Antrag des Bundesrates
Le Conseil fédéral propose de rejeter la motion.
Stellungnahme des Bundesrates
Les mutations structurelles dans la société et l'économie ont eu pour effet d'accroître fortement l'importance de la formation continue. La société du savoir et le progrès technologique posent sans cesse de nouvelles exigences en termes de qualifications, souvent aussi de plus en plus élevées. L'acquisition, la mise à jour et l'élargissement des connaissances et des aptitudes sont la clé du développement personnel et de la participation de l'individu dans tous les domaines de l'économie et de la société.
Selon les chiffres de l'Office fédéral de la statistique, quatre personnes actives sur cinq suivent chaque année une formation continue, ou se perfectionnent d'une manière ou d'une autre. Il convient aussi de relever que les individus et les entreprises sont prêts à investir dans la formation continue. Il existe toutefois des groupes de population et des domaines pour lesquels l'accès à la formation continue doit être amélioré. Il s'agit notamment de ceux qui sont éloignés du système de formation et des personnes issues de l'immigration, ainsi que des domaines de l'illettrisme et des formations de rattrapage.

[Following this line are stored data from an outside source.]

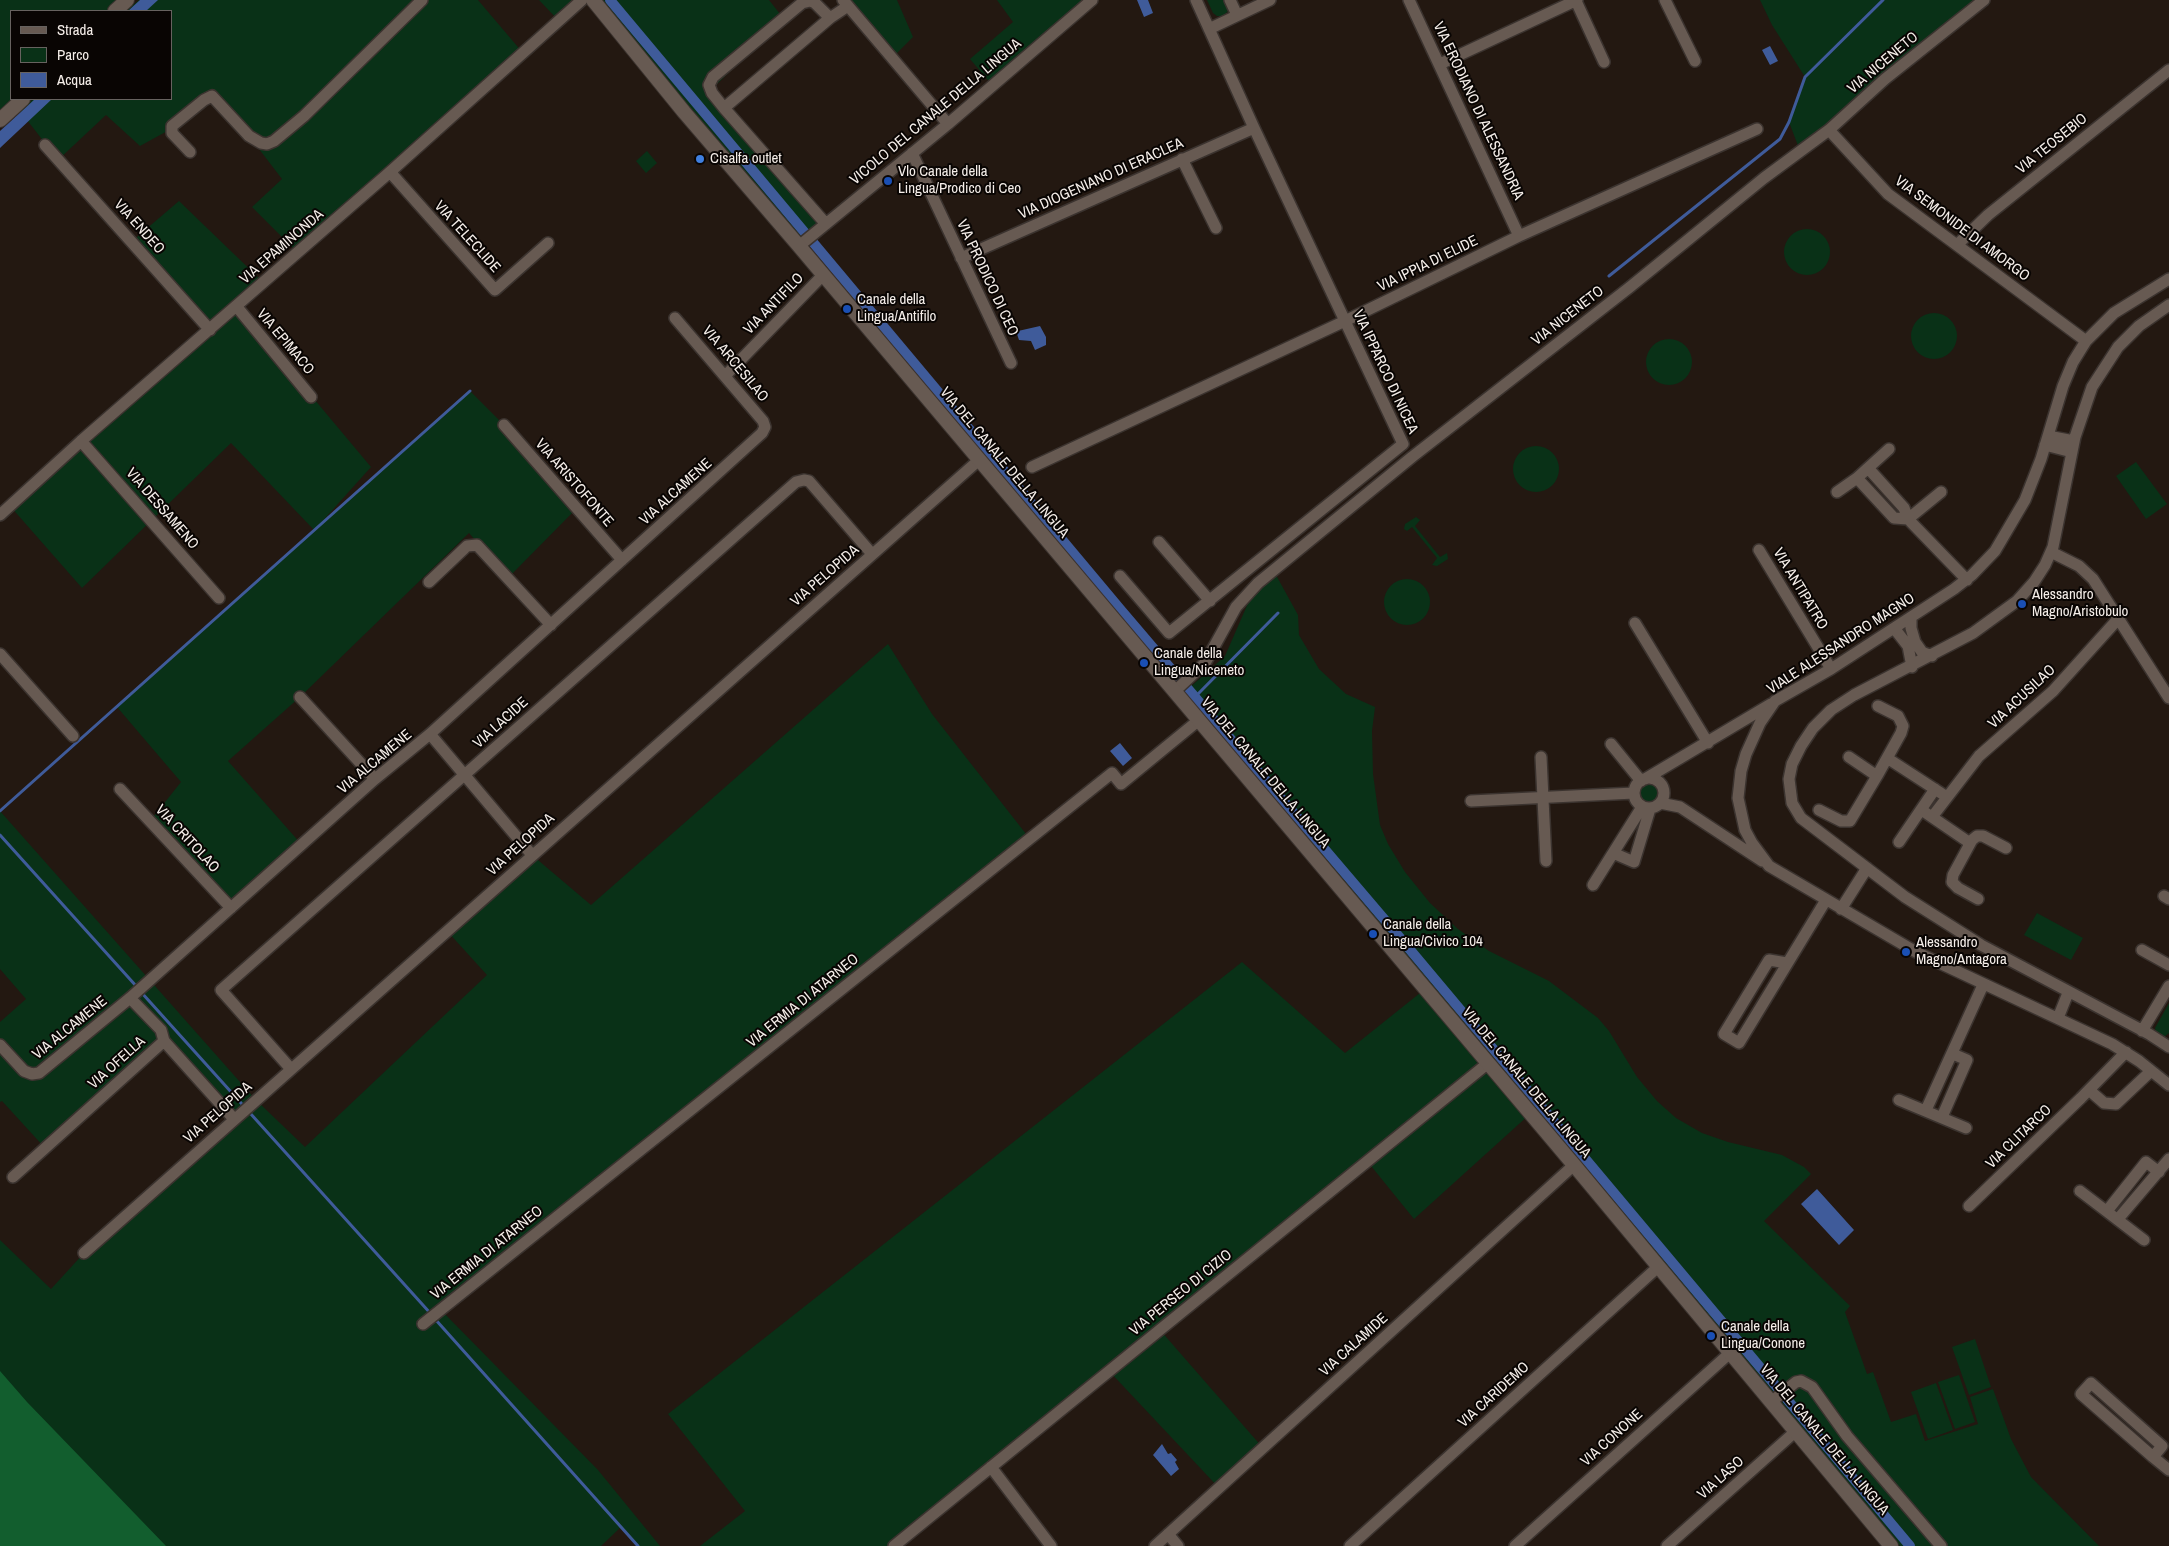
<!DOCTYPE html>
<html>
<head>
<meta charset="utf-8">
<style>
	body { margin:0 }
	#map { position:relative; width:2169px; height:1546px; overflow:hidden; background:#231811; font-family:"Archivo Narrow",sans-serif }
	canvas { display:block }
	.legend { position:absolute; left:10px; top:10px; width:162px; height:90px; box-sizing:border-box; background:#090503; border:1px solid #67625f; margin:0; padding:6px 9px; list-style:none; font-size:15px; color:#f5eee9 }
	.legend li { display:flex; align-items:center; gap:10px; height:25px }
	.legend b { width:25px; border:1px solid #67625f }
</style>
</head>
<body>
<div id="map">
<canvas width="2169" height="1546"></canvas>
<ul class="legend">
<li><b style="height:6px;background:#675a52"></b>Strada</li>
<li><b style="height:14px;background:#093117"></b>Parco</li>
<li><b style="height:14px;background:#3f5b9a"></b>Acqua</li>
</ul>
</div>
<script>
const c = document.querySelector('canvas').getContext('2d');
c.lineJoin = 'round';
function fillPath(path, color) { c.fillStyle = color; c.fill(path, 'evenodd'); }
const toPath = rows => new Path2D(rows.map(r => 'M' + r).join(''));
function strokePath(path, color, width, dash) { c.strokeStyle = color; c.lineWidth = width; c.lineCap = dash ? 'butt' : 'round'; c.setLineDash(dash || []); c.stroke(path); }
function write(font, color, halo, rows, align = 'center') {
  c.font = font + ' "Archivo Narrow",sans-serif'; c.lineWidth = 4; c.setLineDash([]); c.textBaseline = 'middle'; c.strokeStyle = halo; c.fillStyle = color; for (const [text, x, y, turn = 0] of rows) {
    c.save(); c.translate(x, y); c.rotate((+turn || 0) * Math.PI / 180); c.textAlign = isNaN(turn) ? turn : align; if (halo) c.strokeText(text, 0, 0); c.fillText(text, 0, 0); c.restore();
  }
}
const green = toPath([
	[0,0,127,0,115,11,11,11,11,99,22,99,0,120],
	[139,0,478,0,523,53,298,253,252,207,282,179,249,136,209,97,171,129,140,146,106,115,58,160,20,111,33,99,171,99,171,11,126,11],
	[539,0,582,0,559,21],
	[592,0,769,0,784,19,711,90,826,224,799,246],
	[843,0,897,0,913,37,892,58],
	[997,0,1092,0,992,85,970,59,1013,22],
	[1207,0,1225,0,1228,11,1223,16,1217,16,1213,13],
	[1760,0,1984,0,1800,151,1789,122,1805,77,1772,25],
	[647,151,657,163,646,173,636,161],
	[179,201,264,283,237,307,371,467,319,525,470,391,504,425,577,508,508,578,469,533,300,697,228,761,302,845,231,908,150,821,181,782,117,707,314,530,231,443,82,588,10,506,210,330,131,242],
	'1784 252a23 23 0 1 1 46 0a23 23 0 1 1-46 0Z',
	'1911 336a23 23 0 1 1 46 0a23 23 0 1 1-46 0Z',
	'1646 362a23 23 0 1 1 46 0a23 23 0 1 1-46 0Z',
	'1513 469a23 23 0 1 1 46 0a23 23 0 1 1-46 0Z',
	[2136,462,2167,504,2146,519,2116,476],
	[1416,517,1420,520,1415,526,1440,557,1447,553,1448,559,1437,566,1432,565,1437,558,1412,527,1407,531,1404,529,1405,524],
	[1276,575,1298,615,1299,635,1319,669,1346,694,1375,707,1372,731,1373,774,1380,825,1388,844,1405,872,1430,903,1458,929,1489,951,1549,981,1598,1018,1609,1031,1637,1077,1657,1101,1676,1118,1702,1133,1728,1142,1782,1155,1804,1167,1811,1174,1764,1221,1850,1306,1845,1312,1867,1374,1873,1372,1891,1422,1916,1414,1925,1441,1978,1424,1970,1397,1993,1389,2011,1439,2031,1477,2099,1546,1900,1546,1779,1403,1188,699,1187,690,1225,656,1252,594],
	'1384 602a23 23 0 1 1 46 0a23 23 0 1 1-46 0Z',
	[888,644,932,714,1030,839,441,1310,598,1470,660,1546,638,1546,621,1527,601,1546,80,1546,0,1456,0,1240,51,1289,84,1253,233,1119,164,1041,45,1148,2,1101,0,1102,0,1022,26,999,0,969,0,811,256,1100,305,1147,487,975,447,931,532,855,591,905],
	'1640 793a9 9 0 1 1 18 0a9 9 0 1 1-18 0Z',
	[2037,913,2083,938,2071,960,2024,935],
	[1242,962,1345,1053,1425,989,1530,1114,1414,1219,1367,1161,1160,1330,1263,1448,1219,1488,1109,1371,894,1546,700,1546,745,1511,668,1414],
	[2169,1003,2169,1033,2164,1037,2156,1032,2155,1028],
	[1975,1339,1991,1387,1969,1395,1952,1347],
	[1959,1375,1975,1422,1955,1429,1938,1382],
	[1936,1383,1953,1430,1928,1439,1911,1392]
]);
const forest = toPath([
	[0,1371,27,1402,166,1546,0,1546]
]);
const water = toPath([
	[140,0,158,0,146,11,128,11],
	[1137,0,1148,0,1153,13,1144,17],
	[1770,46,1778,61,1770,65,1762,50],
	[35,99,52,99,0,148,0,131],
	[1040,326,1046,337,1046,345,1035,350,1031,341,1019,340,1017,334,1018,331],
	[1120,743,1132,758,1123,766,1110,751],
	[1817,1189,1854,1230,1839,1245,1801,1204],
	[1162,1444,1168,1454,1171,1453,1177,1460,1175,1462,1179,1469,1171,1476,1153,1455]
]);
const stream = toPath([
	[1609,276,1780,139,1789,122,1805,77,1883,0],
	[1195,697,1278,613],
	[0,811,470,391],
	[0,835,137,987],
	[141,992,431,1314],
	[435,1319,638,1546]
]);
const canal = toPath([
	[610,0,1120,609,1396,933,1910,1546]
]);
const minor = toPath([
	[843,0,948,124],
	[1230,0,1237,15],
	[1409,0,1519,236],
	[1665,0,1695,61],
	[1576,1,1604,62],
	[830,18,815,3,810,1,802,3,713,77,709,85,712,93,724,108,830,18,848,6],
	[1209,29,1270,0],
	[1440,64,1577,0],
	[724,108,826,224],
	[1829,130,1888,194,2086,341],
	[45,145,210,330],
	[190,152,172,133,172,126,204,100,212,96,249,136,261,143,267,144,274,141,304,116,422,0],
	[912,153,1011,363],
	[1182,159,1216,228],
	[390,172,495,290,548,243],
	[1957,245,1988,215,2169,70],
	[799,246,948,124,1092,0],
	[961,258,1254,128],
	[2169,279,2114,313,2086,341,2073,362,2063,386,2041,459,2025,500,1995,551,1972,575,1954,589,1831,669,1775,701,1760,723,1746,754,1741,771,1738,798,1745,830,1752,843,1769,866,1916,952,2112,1044,2139,1061,2169,1085],
	[2169,305,2139,326,2118,347,2092,387,2075,437,2053,547,2045,565,2034,582,2017,601,1973,633,1854,695,1831,710,1813,728,1801,746,1792,764,1789,779,1792,803,1801,818,1905,897,1981,945,2149,1034,2169,1047],
	[237,307,311,397],
	[725,376,823,275],
	[504,425,622,560],
	[2048,436,2074,441],
	[81,441,219,598],
	[2045,445,2072,452],
	[1032,467,1345,321,1519,236,1757,129],
	[1868,468,1889,449],
	[1837,492,1857,478],
	[1941,492,1908,519,1894,518,1857,478,1868,468,1904,508,1908,519,1967,580],
	[0,515,81,441,390,172,582,0],
	[1159,542,1210,601],
	[1759,550,1831,669],
	[2051,552,2079,566,2093,579,2169,698],
	[1120,576,1169,633,1403,444,1254,128,1196,0],
	[429,582,467,546,477,545,551,625],
	[1911,617,1911,628,1915,642,1922,652,1932,656],
	[1635,623,1708,743],
	[1894,628,1908,646,1912,667],
	[0,654,73,736],
	[1175,691,1205,663,1236,607,1258,583,1412,457,1630,287,1764,178,1829,130,1885,79,1984,0],
	[300,697,375,779],
	[430,734,532,855],
	[1611,744,1641,781],
	[1541,757,1546,861],
	[1849,757,1877,776],
	[1887,758,1947,797],
	'1634 793a15 15 0 1 1 30 0a15 15 0 1 1-30 0Z',
	[1645,779,1771,704],
	[120,789,231,908],
	[1471,801,1634,793],
	[1660,803,1680,807,1762,861],
	[1819,810,1841,821,1850,821,1877,776,1901,733,1903,726,1898,716,1878,706],
	[1926,813,1970,843],
	[1932,817,1979,756,2053,691,2118,619],
	[1899,842,1935,789],
	[1613,853,1634,862,1650,809],
	[1593,885,1642,807],
	[2164,896,2169,899],
	[1978,899,1958,888,1952,882,1953,875,1972,840,1977,836,1983,836,2006,848],
	[1841,909,1867,868],
	[2142,950,2169,965],
	[1787,963,1769,960,1724,1034,1739,1043,1826,900],
	[130,998,161,1030,164,1041,234,1119],
	[2058,1018,2068,993],
	[2142,1031,2169,986],
	[0,1045,24,1071,32,1074,39,1073,130,998,375,779,430,734,762,433,765,427,763,421,675,318],
	[291,1069,221,990,796,482,804,480,809,481,872,554],
	[2089,1090,2104,1103,2116,1104,2151,1071],
	[1899,1100,1966,1128],
	[1926,1110,1983,985],
	[1942,1117,1967,1060,1953,1054],
	[13,1177,164,1041],
	[2080,1191,2144,1240],
	[1969,1206,2081,1098,2126,1052],
	[2107,1211,2146,1162,2159,1172],
	[2118,1219,2169,1159],
	[84,1253,979,460],
	[423,1324,1112,773,1121,784,1199,720],
	[1771,1402,1796,1382,1801,1381,1812,1387,1847,1436,1941,1546],
	[2153,1457,2162,1446,2091,1383,2081,1394,2153,1457,2169,1470],
	[991,1467,1051,1546],
	[1168,1534,1178,1546],
	[894,1546,1487,1064],
	[1155,1546,1574,1165],
	[1350,1546,1658,1267],
	[1515,1546,1730,1353],
	[1667,1546,1796,1431]
]);
const tertiary = toPath([
	[593,0,684,112,799,246,1574,1165,1891,1546],
	[115,11,127,0],
	[0,120,23,99]
]);
const markers = [
	[700,159,5,"#3f7fe0"],
	[888,181,5,"#1a4fb4"],
	[847,309,5,"#1a4fb4"],
	[2022,604,5,"#1a4fb4"],
	[1144,663,5,"#1a4fb4"],
	[1373,934,5,"#1a4fb4"],
	[1906,952,5,"#1a4fb4"],
	[1711,1336,5,"#1a4fb4"]
];
const streetNames = [
	["VIA NICENETO",1883,63,-40],
	["VIA ERODIANO DI ALESSANDRIA",1478,111,65],
	["VICOLO DEL CANALE DELLA LINGUA",936,112,-40],
	["VIA TEOSEBIO",2052,144,-39],
	["VIA DIOGENIANO DI ERACLEA",1101,179,-24],
	["VIA ENDEO",139,227,48],
	["VIA SEMONIDE DI AMORGO",1962,229,37],
	["VIA TELECLIDE",467,237,48],
	["VIA EPAMINONDA",282,247,-41],
	["VIA IPPIA DI ELIDE",1428,264,-26],
	["VIA PRODICO DI CEO",987,278,65],
	["VIA ANTIFILO",774,304,-46],
	["VIA NICENETO",1568,316,-38],
	["VIA EPIMACO",285,342,50],
	["VIA ARCESILAO",735,364,50],
	["VIA IPPARCO DI NICEA",1385,372,65],
	["VIA DEL CANALE DELLA LINGUA",1004,463,50],
	["VIA ARISTOFONTE",574,483,49],
	["VIA ALCAMENE",676,492,-42],
	["VIA DESSAMENO",162,509,49],
	["VIA PELOPIDA",825,576,-41],
	["VIA ANTIPATRO",1800,589,59],
	["VIALE ALESSANDRO MAGNO",1841,644,-33],
	["VIA ACUSILAO",2022,697,-43],
	["VIA LACIDE",501,723,-42],
	["VIA ALCAMENE",375,762,-40],
	["VIA DEL CANALE DELLA LINGUA",1265,773,50],
	["VIA CRITOLAO",187,839,47],
	["VIA PELOPIDA",521,845,-42],
	["VIA ERMIA DI ATARNEO",803,1001,-39],
	["VIA ALCAMENE",70,1028,-39],
	["VIA OFELLA",117,1063,-42],
	["VIA DEL CANALE DELLA LINGUA",1526,1083,50],
	["VIA PELOPIDA",218,1113,-41],
	["VIA CLITARCO",2019,1137,-44],
	["VIA ERMIA DI ATARNEO",487,1253,-39],
	["VIA PERSEO DI CIZIO",1181,1293,-39],
	["VIA CALAMIDE",1354,1345,-42],
	["VIA CARIDEMO",1494,1395,-42],
	["VIA CONONE",1612,1438,-42],
	["VIA DEL CANALE DELLA LINGUA",1824,1440,50],
	["VIA LASO",1721,1478,-42]
];
const poiNames = [
	["Cisalfa outlet",710,159],
	["Vlo Canale della",898,172],
	["Lingua/Prodico di Ceo",898,189],
	["Canale della",857,300],
	["Lingua/Antifilo",857,317],
	["Alessandro",2032,595],
	["Magno/Aristobulo",2032,612],
	["Canale della",1154,654],
	["Lingua/Niceneto",1154,671],
	["Canale della",1383,925],
	["Lingua/Civico 104",1383,942],
	["Alessandro",1916,943],
	["Magno/Antagora",1916,960],
	["Canale della",1721,1327],
	["Lingua/Conone",1721,1344]
];
fillPath(green, '#093117');
fillPath(forest, '#125e2e');
fillPath(water, '#3f5b9a');
strokePath(stream, '#3f5b9a', 3);
strokePath(canal, '#3f5b9a', 10);
strokePath(minor, '#3b332f', 14);
strokePath(tertiary, '#3b332f', 16);
strokePath(minor, '#675a52', 11);
strokePath(tertiary, '#675a52', 14);
for (const [x, y, r, color] of markers) { const dot = new Path2D(); dot.arc(x, y, r, 0, 2 * Math.PI); c.fillStyle = color; c.fill(dot); strokePath(dot, '#090503', 2); }
write('15px', '#f5eee9', '#090503', streetNames);
write('15px', '#f5eee9', '#090503', poiNames, 'left');
</script>
</body>
</html>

Début novembre 2009, le Conseil fédéral a chargé le Département fédéral de l'économie (DFE) d'élaborer, d'ici à la fin de la législature en 2011, un projet de loi sur la formation continue destiné à la procédure de consultation. L'objectif visé est une loi-cadre qui renforce la responsabilité personnelle dans le domaine de l'apprentissage tout au long de la vie, améliore l'égalité des chances au niveau de l'accès à la formation continue et assure la cohérence dans la législation fédérale.
Lors de l'élaboration de ce projet de loi, il conviendra d'examiner de quelle manière l'accès à la formation continue pourra être assuré pour les personnes confrontées à des difficultés en raison de leur origine ou du contexte social ; de même que pour celles qui sont éloignées du système de formation ou qui risquent de le quitter. Si de tels objectifs devaient être inscrits dans la loi, il conviendrait d'éviter les chevauchements avec des compétences cantonales (p. ex. dans les domaines de la politique des étrangers, de la politique en faveur de l'intégration et de la politique sociale), ainsi que les transferts de charges.
Des actions ciblées sont déjà appliquées aujourd'hui dans le cadre des mesures relatives au marché du travail mises en place par l'assurance-chômage (AC), afin de permettre une réintégration rapide et durable des demandeurs d'emploi sur le marché du travail. En outre, le troisième dispositif de stabilisation de la Confédération comporte également des mesures de promotion de la formation continue.
Au vu des mesures existantes pour lutter contre le chômage et de la future politique de la Confédération en matière de formation continue, le Conseil fédéral considère qu'un programme de qualification à l'échelle nationale n'est pas assez ciblé et flexible.
Le Conseil fédéral propose de rejeter la motion.